The First Measurement of an Exoplanet’s Atmosphere
When a planet passes between its star and Earth, there is a small dip in the brightness of the star. This “transit” approach can be used to identify exoplanets, but in the right circumstances, it can also be used to study the atmosphere of the planet.
As light from the parent star passes by the planet, some of it actually passes through the atmosphere of the planet too. Different elements absorb different frequencies of light, and when that light reaches observers on Earth, some of it is missing. These shows up as black bands on a spectrograph. By studying those absorption bands, you can determine what elements and chemicals are in the atmosphere.
That is exactly what Hubble did when it measured the absorption bands from HD 209458b, a Jupiter-like planet about 150 light years away, and measured sodium in the atmosphere.

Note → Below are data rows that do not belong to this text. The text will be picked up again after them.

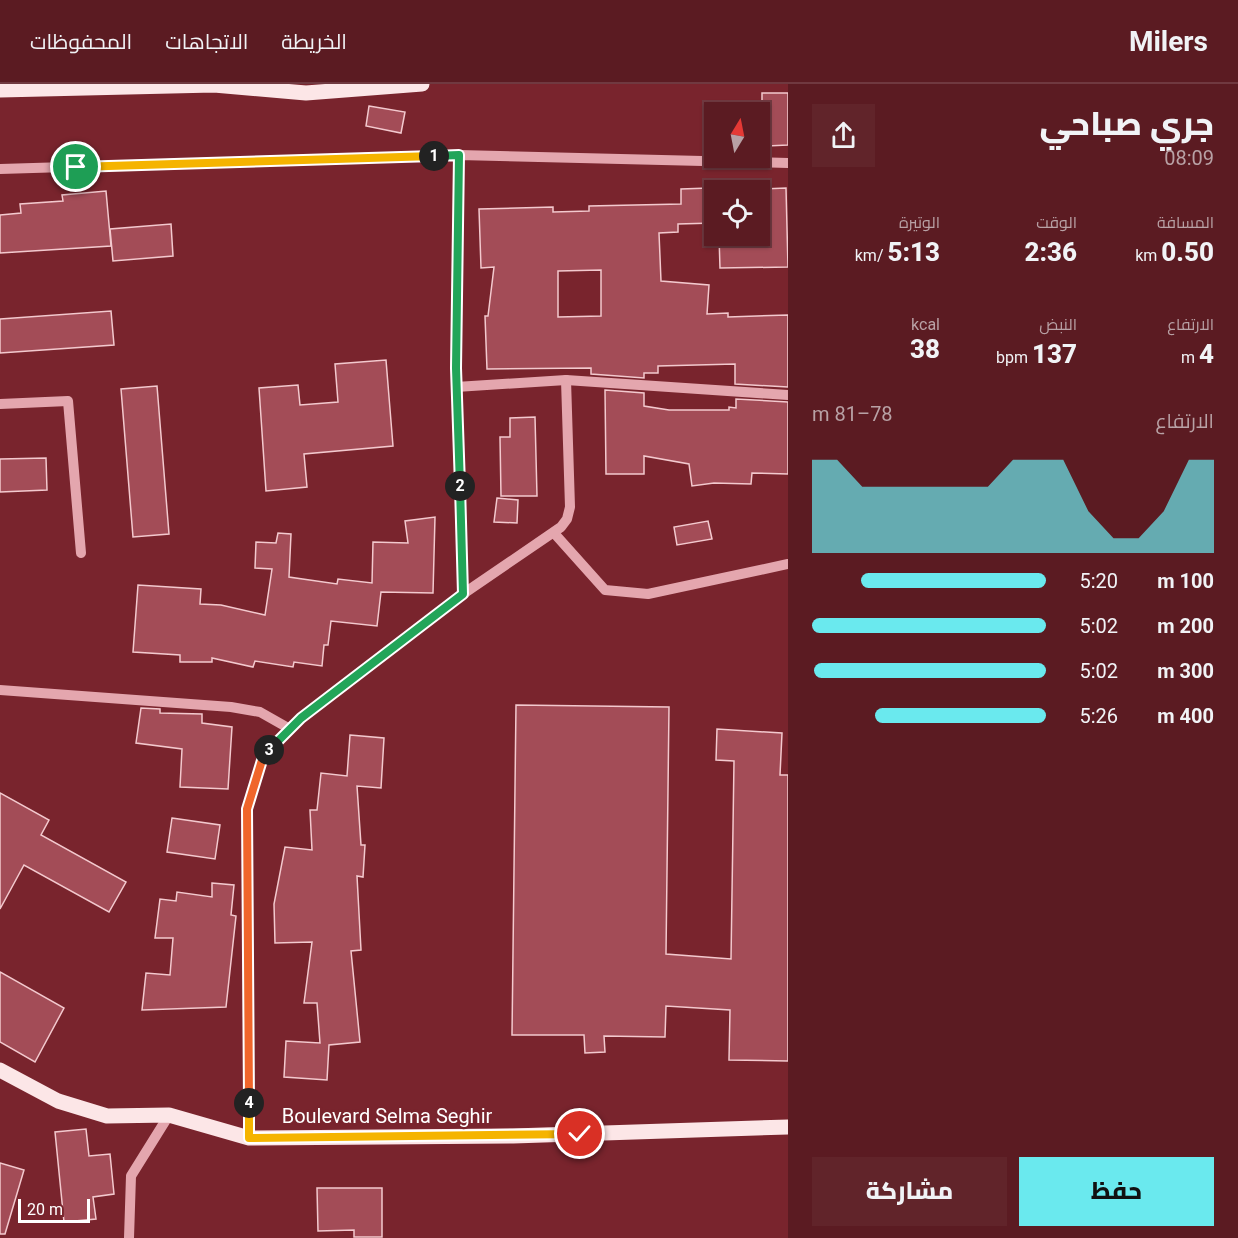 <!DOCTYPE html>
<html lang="ar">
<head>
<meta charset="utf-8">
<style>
  :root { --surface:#5b1b22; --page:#61242a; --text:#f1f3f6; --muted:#b8a1a5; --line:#703940; --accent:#6ae9ee }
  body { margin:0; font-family:Roboto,Cairo,sans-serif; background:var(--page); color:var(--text); direction:rtl; height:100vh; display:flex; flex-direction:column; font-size:22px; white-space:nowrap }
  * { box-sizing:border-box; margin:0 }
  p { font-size:20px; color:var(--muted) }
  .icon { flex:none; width:33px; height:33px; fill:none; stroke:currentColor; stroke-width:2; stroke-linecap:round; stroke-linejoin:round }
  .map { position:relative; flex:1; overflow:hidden; direction:ltr }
  .side { display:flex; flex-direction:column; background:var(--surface); width:450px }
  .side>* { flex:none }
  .needle { width:39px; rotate:10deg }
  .fabs { position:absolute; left:704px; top:18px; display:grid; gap:12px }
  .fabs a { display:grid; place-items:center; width:66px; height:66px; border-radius:0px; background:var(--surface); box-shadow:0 2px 4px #0004,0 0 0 2px var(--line); font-size:30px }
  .scale { position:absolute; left:18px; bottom:15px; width:72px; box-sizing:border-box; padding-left:6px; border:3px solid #fff; border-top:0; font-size:16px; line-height:21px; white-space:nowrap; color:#fff; -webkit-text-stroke:4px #79242d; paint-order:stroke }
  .pin { position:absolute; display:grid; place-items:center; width:51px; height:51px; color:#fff; margin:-26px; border:3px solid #fff; border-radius:50%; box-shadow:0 2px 6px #0007 }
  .km { position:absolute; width:30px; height:30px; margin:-15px; border-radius:50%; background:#222; color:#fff; font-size:16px; line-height:30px; text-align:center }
  .round { display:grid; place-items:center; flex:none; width:63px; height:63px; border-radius:0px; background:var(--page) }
  .summary { display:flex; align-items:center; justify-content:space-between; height:102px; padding:0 24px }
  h1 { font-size:33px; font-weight:800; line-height:45px }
  .stats { display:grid; grid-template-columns:repeat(3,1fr); gap:9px; height:102px; padding:6px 24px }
  .stats div { display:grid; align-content:center }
  .stats b { font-size:26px; font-weight:800 }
  .stats small { font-size:16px; font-weight:400 }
  .stats p { font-size:16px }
  .chart { height:168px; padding:12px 24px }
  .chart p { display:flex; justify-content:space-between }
  .chart svg { width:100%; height:108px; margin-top:6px; fill:var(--accent); opacity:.7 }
  .button { display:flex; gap:12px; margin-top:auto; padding:12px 24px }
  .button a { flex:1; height:69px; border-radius:0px; background:var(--accent); color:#111; font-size:24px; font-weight:800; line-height:69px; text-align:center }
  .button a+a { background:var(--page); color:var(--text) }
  ul { padding:0 24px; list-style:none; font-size:20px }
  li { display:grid; grid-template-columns:96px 72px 1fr; align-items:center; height:45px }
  li i { height:15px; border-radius:8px; background:var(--accent) }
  header { display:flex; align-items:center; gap:36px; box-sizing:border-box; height:84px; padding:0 30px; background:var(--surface); border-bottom:2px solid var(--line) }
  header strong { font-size:28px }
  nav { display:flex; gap:33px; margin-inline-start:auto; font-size:21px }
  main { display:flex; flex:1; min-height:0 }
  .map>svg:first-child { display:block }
</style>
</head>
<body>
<header>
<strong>Milers</strong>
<nav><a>الخريطة</a><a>الاتجاهات</a><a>المحفوظات</a></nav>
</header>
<main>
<section class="side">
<div class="summary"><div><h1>جري صباحي</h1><p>08:09</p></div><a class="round"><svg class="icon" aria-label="share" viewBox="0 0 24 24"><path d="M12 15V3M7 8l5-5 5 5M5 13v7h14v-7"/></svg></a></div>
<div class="stats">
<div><p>المسافة</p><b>0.50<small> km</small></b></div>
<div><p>الوقت</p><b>2:36</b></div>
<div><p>الوتيرة</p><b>5:13<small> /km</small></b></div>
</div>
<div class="stats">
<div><p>الارتفاع</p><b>4<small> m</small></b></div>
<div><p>النبض</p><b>137<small> bpm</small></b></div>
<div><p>kcal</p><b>38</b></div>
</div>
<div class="chart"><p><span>الارتفاع</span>78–81 m</p>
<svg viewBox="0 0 160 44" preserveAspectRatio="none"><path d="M0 44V6L10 6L20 17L30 17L40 17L50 17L60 17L70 17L80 6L90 6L100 6L110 27L120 38L130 38L140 27L150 6L160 6V44z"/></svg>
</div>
<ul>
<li><b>100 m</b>5:20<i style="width:79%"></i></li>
<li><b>200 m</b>5:02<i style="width:100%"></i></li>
<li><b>300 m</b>5:02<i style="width:99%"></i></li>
<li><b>400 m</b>5:26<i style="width:73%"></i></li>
</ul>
<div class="button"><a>حفظ</a><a>مشاركة</a></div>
</section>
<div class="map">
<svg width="788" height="1154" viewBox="0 0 788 1154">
  <rect width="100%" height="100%" fill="#79242d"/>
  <g fill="#a34c57" stroke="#f3c9ce" stroke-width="1.5" fill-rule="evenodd">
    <polygon points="762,9 788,9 788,61 767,62 767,58 759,59 759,28 762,28"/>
    <polygon points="369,22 405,28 401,49 366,42"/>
    <path d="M709,104v7h5v28l-36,1v8l-19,1 2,48 48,4 -2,29 21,-1v4l60,-2v72l-53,-3v-20l-77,2v7h-14v5l-53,-4v-6l-104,1 -2,-53h3l6,-49 -13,1 -2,-59 74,-2v5l36,-1v-5l92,-2v-15zM601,186v46l-43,1v-46z"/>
    <polygon points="786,104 788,183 720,184 719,152 759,152 759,105"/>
    <polygon points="106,107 111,162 0,169 0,131 21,129 20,120 63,117 62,111"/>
    <polygon points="171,140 173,172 113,177 110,145"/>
    <polygon points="111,227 114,261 0,269 0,235"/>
    <polygon points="386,276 393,362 304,370 307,403 266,407 259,304 298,301 300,321 338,318 335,280"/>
    <polygon points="157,302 169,450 133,453 121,305"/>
    <polygon points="605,306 644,309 644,322 669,326 729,326 729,323 736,324 736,315 788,318 788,390 752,389 751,400 714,399 692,402 689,380 644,372 644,390 606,390"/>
    <polygon points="535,333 537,412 501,412 500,353 510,353 510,334"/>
    <polygon points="46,374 47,406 0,408 0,375"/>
    <polygon points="497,414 518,416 517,439 494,438"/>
    <polygon points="435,433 433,509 381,508 377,542 331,537 328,561 324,561 322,582 294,578 293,583 255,577 253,583 212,574 212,578 180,578 180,571 133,568 138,501 201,505 200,520 221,521 265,531 272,485 255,484 256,458 276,459 278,449 291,450 289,493 337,500 338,495 372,499 373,458 408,459 405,437"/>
    <polygon points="708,437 712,455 677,461 674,443"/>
    <polygon points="516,621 669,623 666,870 731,875 734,677 716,676 717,645 782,649 780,691 788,691 788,977 729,976 730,926 666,922 665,953 604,952 605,968 585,969 584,951 512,951"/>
    <polygon points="141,624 160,625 160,629 202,630 202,639 232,643 228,705 180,703 182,665 136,659"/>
    <polygon points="350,651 384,654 381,704 357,702 361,761 365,761 363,793 357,792 361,866 351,867 360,958 329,961 327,996 284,993 286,957 320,959 317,919 304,919 312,858 275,859 274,820 285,763 312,766 310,726 317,726 321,689 347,692"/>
    <polygon points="0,709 49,736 41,751 126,798 109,828 24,781 0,825"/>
    <polygon points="172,734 220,741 215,775 167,768"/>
    <polygon points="212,799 234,801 231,831 236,832 226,923 142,926 146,889 170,891 173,854 155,854 160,815 176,817 177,808 212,813"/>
    <polygon points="0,888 64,924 35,978 0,958"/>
    <polygon points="86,1045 89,1072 110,1070 114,1110 93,1113 96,1135 64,1138 55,1048"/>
    <polygon points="0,1079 24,1086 5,1150 0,1150"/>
    <polygon points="317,1104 382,1104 382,1153 354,1153 354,1146 318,1147"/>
  </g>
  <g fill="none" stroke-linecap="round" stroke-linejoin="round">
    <g stroke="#e4a6ae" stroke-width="10">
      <polyline points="459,71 456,284 463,510"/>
      <polyline points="0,85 459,71 788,79"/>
      <polyline points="456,303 566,296 788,311"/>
      <polyline points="0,320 68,317 81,469"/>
      <polyline points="554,449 605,506 648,510 788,480"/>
      <polyline points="0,606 231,623 260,628 290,645"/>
      <polyline points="249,1054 247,725 263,673 301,634 463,510 561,443 567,435 570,423 566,296"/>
      <polyline points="129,1154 131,1092 169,1031"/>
    </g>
    <g stroke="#fce6e7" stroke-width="15">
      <polyline points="0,6 214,1 306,9 422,0"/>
      <polyline points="0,986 58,1017 107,1032 169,1031 249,1054 513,1052 788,1043"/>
    </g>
  </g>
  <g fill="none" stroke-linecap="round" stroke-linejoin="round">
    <defs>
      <polyline id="split-1" points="76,83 434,72"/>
      <polyline id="split-2" points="434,72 459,71 456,284 460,402"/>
      <polyline id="split-3" points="269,666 301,634 463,510 460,402"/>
      <polyline id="split-4" points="249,1019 247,725 263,673 269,666"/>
      <polyline id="split-5" points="249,1019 249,1054 580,1050"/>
    </defs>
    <use href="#split-1" stroke="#fff" stroke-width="12"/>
    <use href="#split-2" stroke="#fff" stroke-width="12"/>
    <use href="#split-3" stroke="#fff" stroke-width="12"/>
    <use href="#split-4" stroke="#fff" stroke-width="12"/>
    <use href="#split-5" stroke="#fff" stroke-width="12"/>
    <use href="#split-1" stroke="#f5b400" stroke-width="8"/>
    <use href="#split-2" stroke="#22a559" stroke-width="8"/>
    <use href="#split-3" stroke="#22a559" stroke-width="8"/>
    <use href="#split-4" stroke="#f0652b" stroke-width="8"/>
    <use href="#split-5" stroke="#f5b400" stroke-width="8"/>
  </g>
  <g text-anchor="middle" stroke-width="4.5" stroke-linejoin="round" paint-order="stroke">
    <g font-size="20" fill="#fff" stroke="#79242d">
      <text x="387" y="1039">Boulevard Selma Seghir</text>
    </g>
  </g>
</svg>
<div class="fabs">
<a><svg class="needle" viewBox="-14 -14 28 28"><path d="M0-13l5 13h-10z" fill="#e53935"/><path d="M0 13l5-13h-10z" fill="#b8a1a5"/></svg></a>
<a><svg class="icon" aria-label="locate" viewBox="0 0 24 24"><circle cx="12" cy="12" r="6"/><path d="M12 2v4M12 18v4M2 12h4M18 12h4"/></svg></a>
</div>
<div class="scale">20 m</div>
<div class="pin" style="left:76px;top:83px;background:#1e9e55"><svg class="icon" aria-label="arrive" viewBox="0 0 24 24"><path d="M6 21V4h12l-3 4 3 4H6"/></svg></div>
<div class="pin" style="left:580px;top:1050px;background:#d93025"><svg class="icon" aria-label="check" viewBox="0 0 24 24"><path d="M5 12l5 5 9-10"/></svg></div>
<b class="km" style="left:434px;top:72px">1</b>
<b class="km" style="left:460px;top:402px">2</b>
<b class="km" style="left:269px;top:666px">3</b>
<b class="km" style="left:249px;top:1019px">4</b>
</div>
</main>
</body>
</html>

The Milky Way and Andromeda Will Collide
Physicists and astronomers have wondered about the fate of Andromeda and the Milky Way since its discovery more than 100 years ago.
In 2012, data from Hubble provided the key insights that allowed scientists to determine conclusively that the Milky Way and Andromeda will collide in about 4 billion years, ultimately combining into a single, massive galaxy in about 7 billion years.
There are even simulations that model what will happen to our galaxy once the two collide. Not to worry—our solar system won’t be affected, and all life on Earth will be extinct by then anyway.
And those are only a few of the dozens of major discoveries Hubble has led to. According to NASA, Hubble has directly resulted in more than 21,000 scientific publications, with those papers collecting more than 1.5 million total references.
Hubble’s days aren’t over, either. The telescope is expected to function into the mid-2030s if we’re lucky.